Thirty V. velutina occurrence points obtained from intensive fieldwork during active nest searches (Leza et al. 2018, 2021), plus a random sample including the 25% of all non-invaded Mallorca cells to be used as weighted background points, were used to fit and evaluate models as described in Barbet-Massin et al. (2012). One divided by the number of cases of presences and background will provide the weight of each group (presence: n = 30, weight = 0.0333; background: n = 1258, weight = 7.9491·10–4). The random sample was taken from the entire Mallorca island, since the maximum spread distance registered for this species (78 km) (Robinet et al. 2017) indicates that the species could reach any point of the island from the initial invasion point.
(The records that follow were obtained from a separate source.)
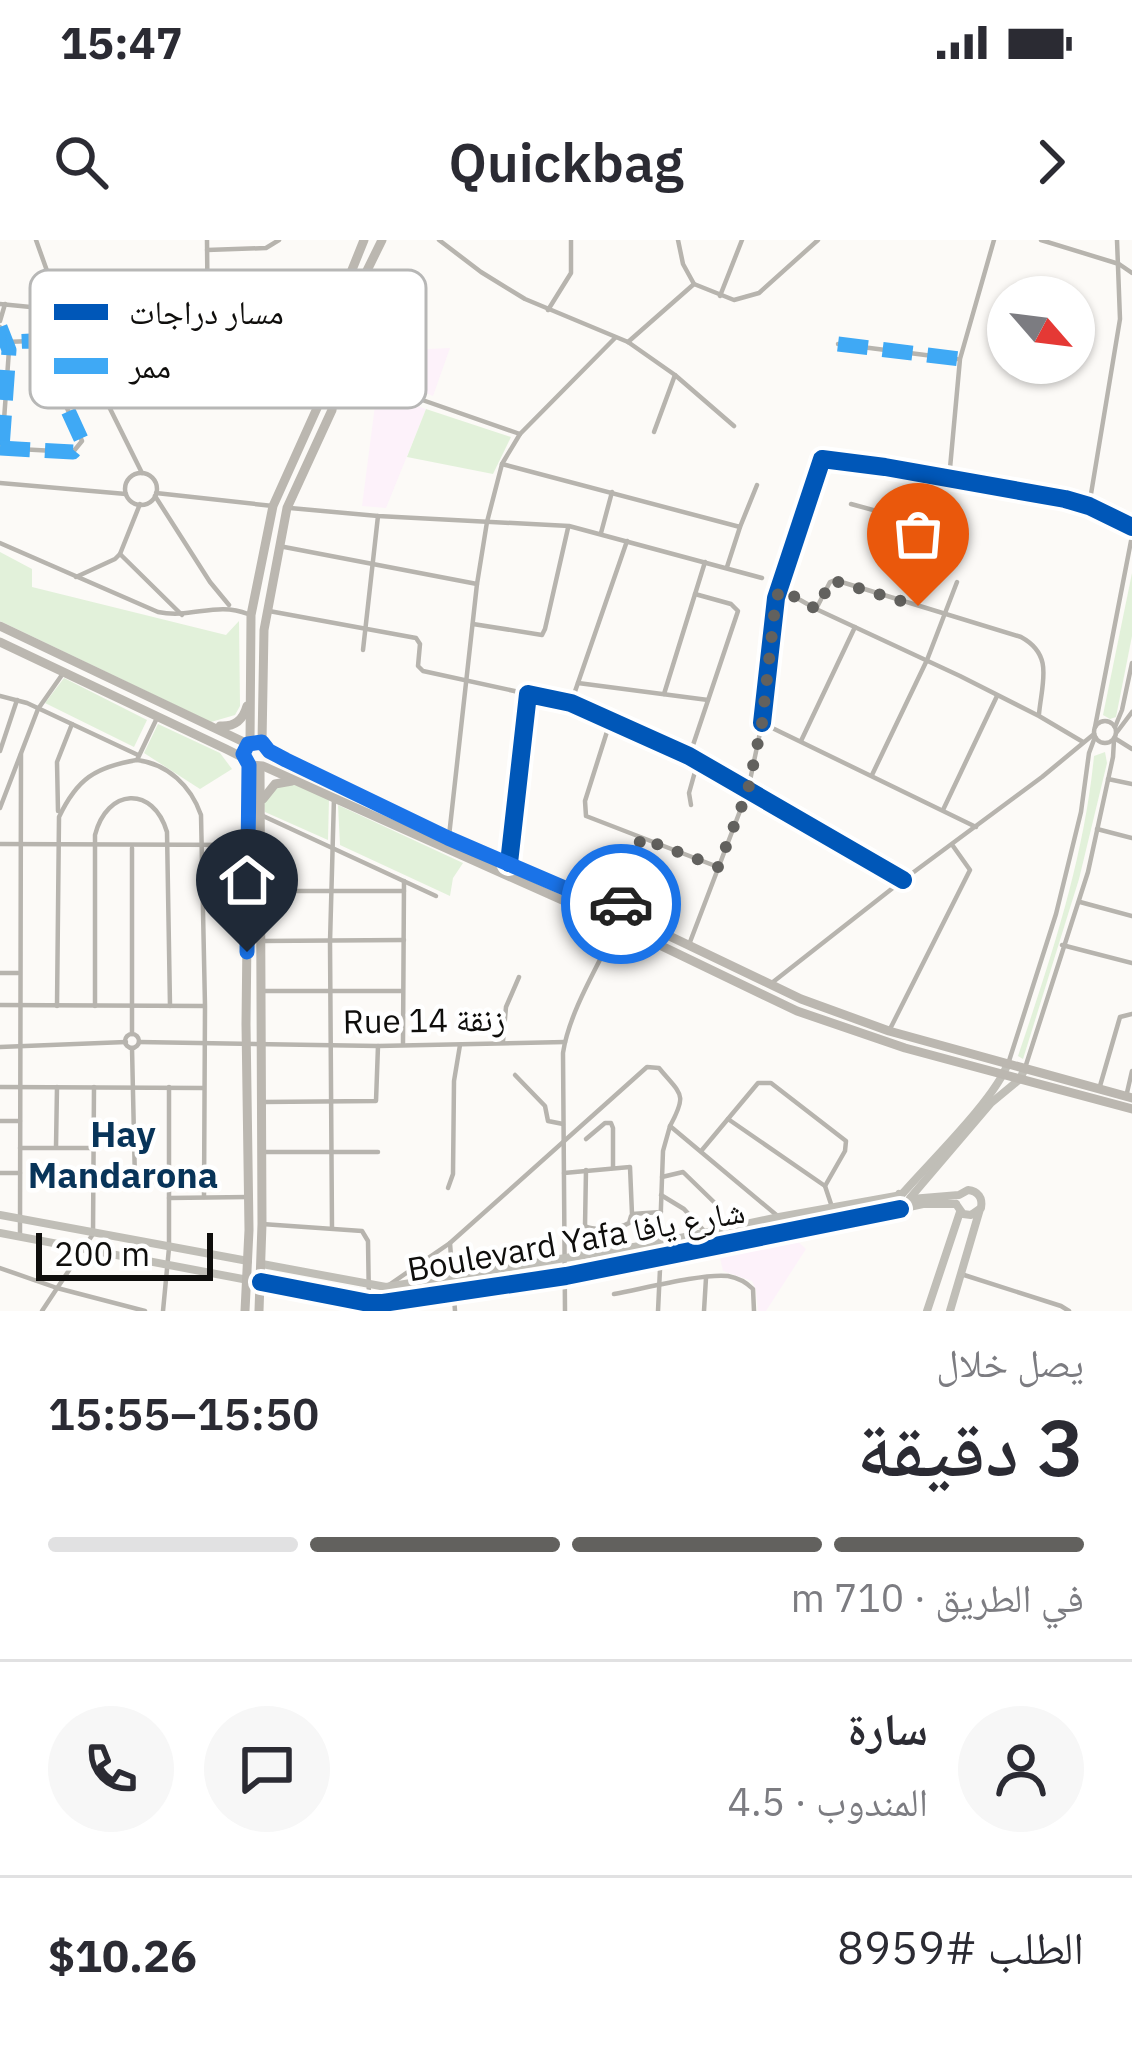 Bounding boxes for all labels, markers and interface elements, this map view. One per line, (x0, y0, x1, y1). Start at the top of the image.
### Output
text: 15:47 (60, 13, 183, 71)
text: Quickbag (448, 127, 684, 197)
icon: search (48, 129, 114, 195)
icon: forward (1018, 129, 1084, 195)
legend (30, 270, 426, 408)
north arrow (987, 276, 1095, 384)
map controls (987, 276, 1095, 384)
text: مسار دراجات (129, 290, 284, 333)
text: ممر (128, 344, 171, 387)
pin (867, 483, 969, 606)
icon: bag (885, 501, 951, 567)
pin (196, 829, 298, 952)
courier (561, 844, 681, 964)
icon: home (214, 847, 280, 913)
icon: car (588, 871, 654, 937)
street label: Rue 14 زنقة (342, 997, 506, 1042)
district label: Hay Mandarona (28, 1110, 218, 1198)
street label: Boulevard Yafa شارع يافا (404, 1189, 748, 1290)
scale bar (36, 1227, 213, 1280)
text: 200 m (54, 1232, 150, 1275)
text: يصل خلال (936, 1337, 1084, 1388)
text: 15:50–15:55 (48, 1384, 319, 1442)
text: 3 دقيقة (857, 1396, 1084, 1497)
text: في الطريق · 710 m (791, 1572, 1084, 1623)
text: سارة (847, 1699, 928, 1757)
button: phone (48, 1706, 174, 1832)
button: chat (204, 1706, 330, 1832)
button: person (958, 1706, 1084, 1832)
text: المندوب · 4.5 (728, 1776, 928, 1827)
text: الطلب #8959 (837, 1918, 1084, 1976)
text: $10.26 (48, 1926, 197, 1984)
A general rule is that the sample size (number of presences) should be 10 times greater than the number of predictors included in the models (Harrell et al. 1996), meaning that we would need more than 80 occurrences points to avoid overfitting when including our eight environmental predictors. To circumvent this limitation, we implemented the ensemble of small models (ESMs) (Breiner et al. 2015, 2018; Virtanen et al. 2018; Scherrer et al. 2019; Song et al. 2019) included in ecospat R package (Di Cola et al. 2017; Broennimann et al. 2020). This strategy involves building and evaluating many models with a small subset of predictors (Breiner et al. 2018). Finally, all simple models generated were ensembled including our eight predictors and avoiding overfitting (Breiner et al. 2018). Considering our data, 28 simple bivariate models combining the eight predictors in groups of two were generated. Each small model was fitted with 2/3 of data and evaluated with 1/3 not used to calibrate the model, cross-validation based on AUC index (Pearson et al. 2007; Benito et al. 2017) and using ecospat R package (Di Cola et al. 2017; Broennimann et al. 2020). We applied this methodology 100 times to each single bivariate model, and we used the following parameters to evaluate model performance: Area under the curve (AUC), Somers’ D [D = 2 · (AUC – 0.5)], Boyce Index (Boyce) and True skill statistic (TSS) (Boyce et al. 2002; Allouche et al. 2006; Newson 2006; Somodi et al. 2017). Finally, we ensembled each small model using Somers’ D weighted average (Breiner et al. 2015), where those models with AUC lower than 0.5 (Somers’ D = 0) were not included in the final ensemble.
Response curves
For each climate variable, the predicted suitability over all values in the gradient of the variable was generated, while the other climate variables were kept at their average values. Then, the predicted values against the climate gradient were plotted, which represents the response of the species to the climate variable (Elith et al. 2005).
Importance of environmental factors
The sum of weights of bivariate models for each variable was calculated. This value was compared with the sum of weights of all bivariate models to determine the importance of each environmental factor. This procedure was performed for each method applied. Finally, for ensemble models, the contributions were weighted means of the different methods (Broennimann et al. 2020).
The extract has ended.